Each time a line of the listing holds "stream", copy that line.

--------------------------------

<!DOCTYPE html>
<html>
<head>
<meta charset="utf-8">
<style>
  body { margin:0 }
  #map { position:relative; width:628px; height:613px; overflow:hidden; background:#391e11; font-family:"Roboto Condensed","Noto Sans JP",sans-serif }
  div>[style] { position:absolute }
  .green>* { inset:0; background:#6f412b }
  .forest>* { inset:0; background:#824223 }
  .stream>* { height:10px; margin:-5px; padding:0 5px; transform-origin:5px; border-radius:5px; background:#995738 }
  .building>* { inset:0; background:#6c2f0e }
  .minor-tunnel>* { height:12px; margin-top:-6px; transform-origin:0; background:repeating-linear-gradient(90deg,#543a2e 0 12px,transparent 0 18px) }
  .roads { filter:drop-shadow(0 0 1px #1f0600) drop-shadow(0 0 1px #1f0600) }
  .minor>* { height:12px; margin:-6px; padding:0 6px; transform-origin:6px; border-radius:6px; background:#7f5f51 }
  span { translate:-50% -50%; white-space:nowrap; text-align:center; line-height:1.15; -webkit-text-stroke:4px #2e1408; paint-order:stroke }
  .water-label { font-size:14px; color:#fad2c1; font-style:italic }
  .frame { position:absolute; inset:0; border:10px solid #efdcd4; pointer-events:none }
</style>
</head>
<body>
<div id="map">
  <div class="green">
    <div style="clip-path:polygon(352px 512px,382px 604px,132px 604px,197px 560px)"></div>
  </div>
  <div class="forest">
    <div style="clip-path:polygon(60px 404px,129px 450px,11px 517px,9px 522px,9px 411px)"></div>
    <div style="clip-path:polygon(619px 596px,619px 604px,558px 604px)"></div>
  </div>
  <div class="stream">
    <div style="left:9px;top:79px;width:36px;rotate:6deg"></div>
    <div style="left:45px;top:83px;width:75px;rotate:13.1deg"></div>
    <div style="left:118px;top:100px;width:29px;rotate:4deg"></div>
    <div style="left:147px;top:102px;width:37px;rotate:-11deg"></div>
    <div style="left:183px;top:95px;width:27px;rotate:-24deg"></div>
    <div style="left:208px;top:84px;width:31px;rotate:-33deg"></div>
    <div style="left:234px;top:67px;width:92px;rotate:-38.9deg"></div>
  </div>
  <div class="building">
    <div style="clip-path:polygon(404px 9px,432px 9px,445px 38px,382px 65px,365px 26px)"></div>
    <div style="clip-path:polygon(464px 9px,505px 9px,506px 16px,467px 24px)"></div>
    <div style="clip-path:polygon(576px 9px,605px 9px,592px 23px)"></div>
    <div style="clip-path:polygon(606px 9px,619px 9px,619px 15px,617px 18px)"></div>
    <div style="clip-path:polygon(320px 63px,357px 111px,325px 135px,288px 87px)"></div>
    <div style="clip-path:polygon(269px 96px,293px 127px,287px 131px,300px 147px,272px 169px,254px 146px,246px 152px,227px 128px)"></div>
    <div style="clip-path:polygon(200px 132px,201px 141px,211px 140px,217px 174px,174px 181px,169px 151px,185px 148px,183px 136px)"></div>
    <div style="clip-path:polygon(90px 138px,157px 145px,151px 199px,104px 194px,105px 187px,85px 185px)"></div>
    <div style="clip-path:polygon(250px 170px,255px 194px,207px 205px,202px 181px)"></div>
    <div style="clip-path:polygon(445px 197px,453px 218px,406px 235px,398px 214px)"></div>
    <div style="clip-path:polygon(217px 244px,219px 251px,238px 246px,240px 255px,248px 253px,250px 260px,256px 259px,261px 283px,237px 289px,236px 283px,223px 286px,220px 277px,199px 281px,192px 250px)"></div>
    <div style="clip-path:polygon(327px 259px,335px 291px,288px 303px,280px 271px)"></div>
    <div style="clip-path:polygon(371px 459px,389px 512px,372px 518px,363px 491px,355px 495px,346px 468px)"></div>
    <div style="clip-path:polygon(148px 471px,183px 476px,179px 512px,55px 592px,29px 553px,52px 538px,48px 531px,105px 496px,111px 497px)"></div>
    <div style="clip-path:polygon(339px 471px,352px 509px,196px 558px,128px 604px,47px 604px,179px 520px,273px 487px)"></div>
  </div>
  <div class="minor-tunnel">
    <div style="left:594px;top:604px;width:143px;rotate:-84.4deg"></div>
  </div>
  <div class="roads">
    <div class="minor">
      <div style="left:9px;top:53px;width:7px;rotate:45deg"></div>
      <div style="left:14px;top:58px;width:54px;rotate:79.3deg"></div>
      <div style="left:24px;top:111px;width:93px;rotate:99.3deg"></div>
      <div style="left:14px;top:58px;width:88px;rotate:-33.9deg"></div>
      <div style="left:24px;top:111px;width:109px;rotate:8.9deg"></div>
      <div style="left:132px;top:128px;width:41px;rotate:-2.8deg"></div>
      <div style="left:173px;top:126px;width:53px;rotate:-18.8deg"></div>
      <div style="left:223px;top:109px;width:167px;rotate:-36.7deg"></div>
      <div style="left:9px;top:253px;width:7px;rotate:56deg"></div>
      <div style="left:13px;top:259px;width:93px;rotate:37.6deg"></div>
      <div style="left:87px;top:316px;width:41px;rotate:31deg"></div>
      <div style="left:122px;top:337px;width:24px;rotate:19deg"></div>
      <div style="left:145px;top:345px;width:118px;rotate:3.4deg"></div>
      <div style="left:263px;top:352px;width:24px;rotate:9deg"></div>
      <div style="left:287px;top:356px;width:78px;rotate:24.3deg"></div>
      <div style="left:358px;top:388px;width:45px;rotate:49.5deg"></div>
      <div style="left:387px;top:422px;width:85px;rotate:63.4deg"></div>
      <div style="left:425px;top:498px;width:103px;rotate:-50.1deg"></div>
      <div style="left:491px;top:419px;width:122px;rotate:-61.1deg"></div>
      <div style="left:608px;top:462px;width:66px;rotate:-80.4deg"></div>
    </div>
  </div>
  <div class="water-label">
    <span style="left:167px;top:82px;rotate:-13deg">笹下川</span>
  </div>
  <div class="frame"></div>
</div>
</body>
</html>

--------------------------------

RESPONSE BOX -
  .stream>* { height:10px; margin:-5px; padding:0 5px; transform-origin:5px; border-radius:5px; background:#995738 }
  <div class="stream">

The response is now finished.